==== Given records

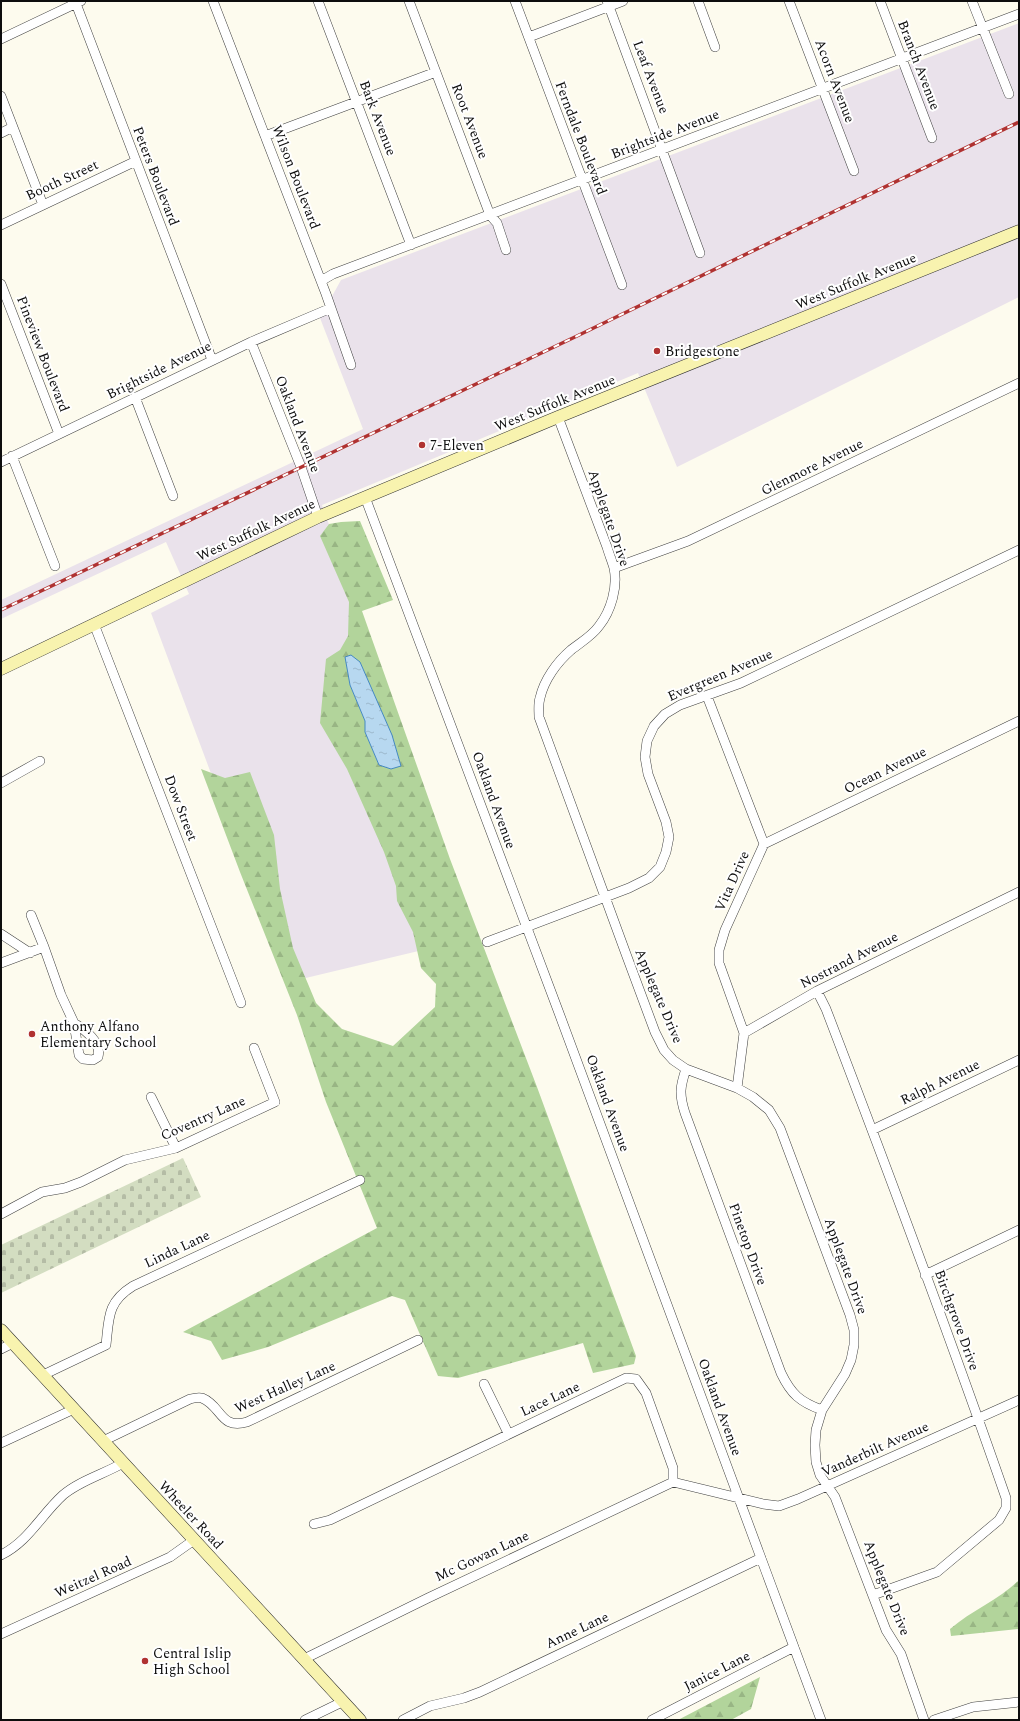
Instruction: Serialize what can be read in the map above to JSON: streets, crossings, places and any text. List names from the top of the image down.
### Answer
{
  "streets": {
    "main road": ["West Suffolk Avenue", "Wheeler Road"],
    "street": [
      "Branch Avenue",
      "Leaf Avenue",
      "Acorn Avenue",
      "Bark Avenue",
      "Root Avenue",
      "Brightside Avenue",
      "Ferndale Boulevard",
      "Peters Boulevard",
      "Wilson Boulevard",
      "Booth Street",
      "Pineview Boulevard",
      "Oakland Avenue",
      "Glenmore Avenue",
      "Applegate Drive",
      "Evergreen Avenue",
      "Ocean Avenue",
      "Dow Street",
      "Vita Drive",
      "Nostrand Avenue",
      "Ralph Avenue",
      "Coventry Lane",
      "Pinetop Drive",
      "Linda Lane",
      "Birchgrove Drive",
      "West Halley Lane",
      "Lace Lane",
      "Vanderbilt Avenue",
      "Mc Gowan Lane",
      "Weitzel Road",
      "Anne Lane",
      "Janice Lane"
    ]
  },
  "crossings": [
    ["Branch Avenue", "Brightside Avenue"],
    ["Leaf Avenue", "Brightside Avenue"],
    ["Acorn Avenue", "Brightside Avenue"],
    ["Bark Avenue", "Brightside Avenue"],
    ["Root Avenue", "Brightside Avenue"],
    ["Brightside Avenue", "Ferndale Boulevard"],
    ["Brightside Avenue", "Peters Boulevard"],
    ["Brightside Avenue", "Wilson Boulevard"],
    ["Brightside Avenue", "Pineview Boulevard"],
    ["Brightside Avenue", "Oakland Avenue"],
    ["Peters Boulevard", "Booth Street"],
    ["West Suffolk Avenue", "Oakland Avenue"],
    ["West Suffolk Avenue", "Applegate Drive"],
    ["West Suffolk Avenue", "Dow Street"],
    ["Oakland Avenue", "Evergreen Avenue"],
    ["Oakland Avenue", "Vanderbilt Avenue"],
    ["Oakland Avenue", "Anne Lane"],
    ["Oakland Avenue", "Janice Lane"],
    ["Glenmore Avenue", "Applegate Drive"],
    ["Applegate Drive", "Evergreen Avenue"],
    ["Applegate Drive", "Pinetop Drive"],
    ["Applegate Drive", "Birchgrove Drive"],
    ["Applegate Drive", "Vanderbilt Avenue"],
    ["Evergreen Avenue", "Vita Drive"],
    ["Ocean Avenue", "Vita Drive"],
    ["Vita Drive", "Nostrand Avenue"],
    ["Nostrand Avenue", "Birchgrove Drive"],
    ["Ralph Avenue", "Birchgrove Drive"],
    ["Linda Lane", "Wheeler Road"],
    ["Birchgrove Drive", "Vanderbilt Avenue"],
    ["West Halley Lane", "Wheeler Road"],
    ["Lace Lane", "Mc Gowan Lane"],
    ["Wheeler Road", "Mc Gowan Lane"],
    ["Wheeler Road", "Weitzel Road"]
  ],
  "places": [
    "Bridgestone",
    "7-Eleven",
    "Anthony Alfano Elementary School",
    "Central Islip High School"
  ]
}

========

This exercise calls for the records to be given again exactly, without the images.

### Completed exercise
Instruction: Serialize what can be read in the map above to JSON: streets, crossings, places and any text. List names from the top of the image down.
### Answer
{
  "streets": {
    "main road": ["West Suffolk Avenue", "Wheeler Road"],
    "street": [
      "Branch Avenue",
      "Leaf Avenue",
      "Acorn Avenue",
      "Bark Avenue",
      "Root Avenue",
      "Brightside Avenue",
      "Ferndale Boulevard",
      "Peters Boulevard",
      "Wilson Boulevard",
      "Booth Street",
      "Pineview Boulevard",
      "Oakland Avenue",
      "Glenmore Avenue",
      "Applegate Drive",
      "Evergreen Avenue",
      "Ocean Avenue",
      "Dow Street",
      "Vita Drive",
      "Nostrand Avenue",
      "Ralph Avenue",
      "Coventry Lane",
      "Pinetop Drive",
      "Linda Lane",
      "Birchgrove Drive",
      "West Halley Lane",
      "Lace Lane",
      "Vanderbilt Avenue",
      "Mc Gowan Lane",
      "Weitzel Road",
      "Anne Lane",
      "Janice Lane"
    ]
  },
  "crossings": [
    ["Branch Avenue", "Brightside Avenue"],
    ["Leaf Avenue", "Brightside Avenue"],
    ["Acorn Avenue", "Brightside Avenue"],
    ["Bark Avenue", "Brightside Avenue"],
    ["Root Avenue", "Brightside Avenue"],
    ["Brightside Avenue", "Ferndale Boulevard"],
    ["Brightside Avenue", "Peters Boulevard"],
    ["Brightside Avenue", "Wilson Boulevard"],
    ["Brightside Avenue", "Pineview Boulevard"],
    ["Brightside Avenue", "Oakland Avenue"],
    ["Peters Boulevard", "Booth Street"],
    ["West Suffolk Avenue", "Oakland Avenue"],
    ["West Suffolk Avenue", "Applegate Drive"],
    ["West Suffolk Avenue", "Dow Street"],
    ["Oakland Avenue", "Evergreen Avenue"],
    ["Oakland Avenue", "Vanderbilt Avenue"],
    ["Oakland Avenue", "Anne Lane"],
    ["Oakland Avenue", "Janice Lane"],
    ["Glenmore Avenue", "Applegate Drive"],
    ["Applegate Drive", "Evergreen Avenue"],
    ["Applegate Drive", "Pinetop Drive"],
    ["Applegate Drive", "Birchgrove Drive"],
    ["Applegate Drive", "Vanderbilt Avenue"],
    ["Evergreen Avenue", "Vita Drive"],
    ["Ocean Avenue", "Vita Drive"],
    ["Vita Drive", "Nostrand Avenue"],
    ["Nostrand Avenue", "Birchgrove Drive"],
    ["Ralph Avenue", "Birchgrove Drive"],
    ["Linda Lane", "Wheeler Road"],
    ["Birchgrove Drive", "Vanderbilt Avenue"],
    ["West Halley Lane", "Wheeler Road"],
    ["Lace Lane", "Mc Gowan Lane"],
    ["Wheeler Road", "Mc Gowan Lane"],
    ["Wheeler Road", "Weitzel Road"]
  ],
  "places": [
    "Bridgestone",
    "7-Eleven",
    "Anthony Alfano Elementary School",
    "Central Islip High School"
  ]
}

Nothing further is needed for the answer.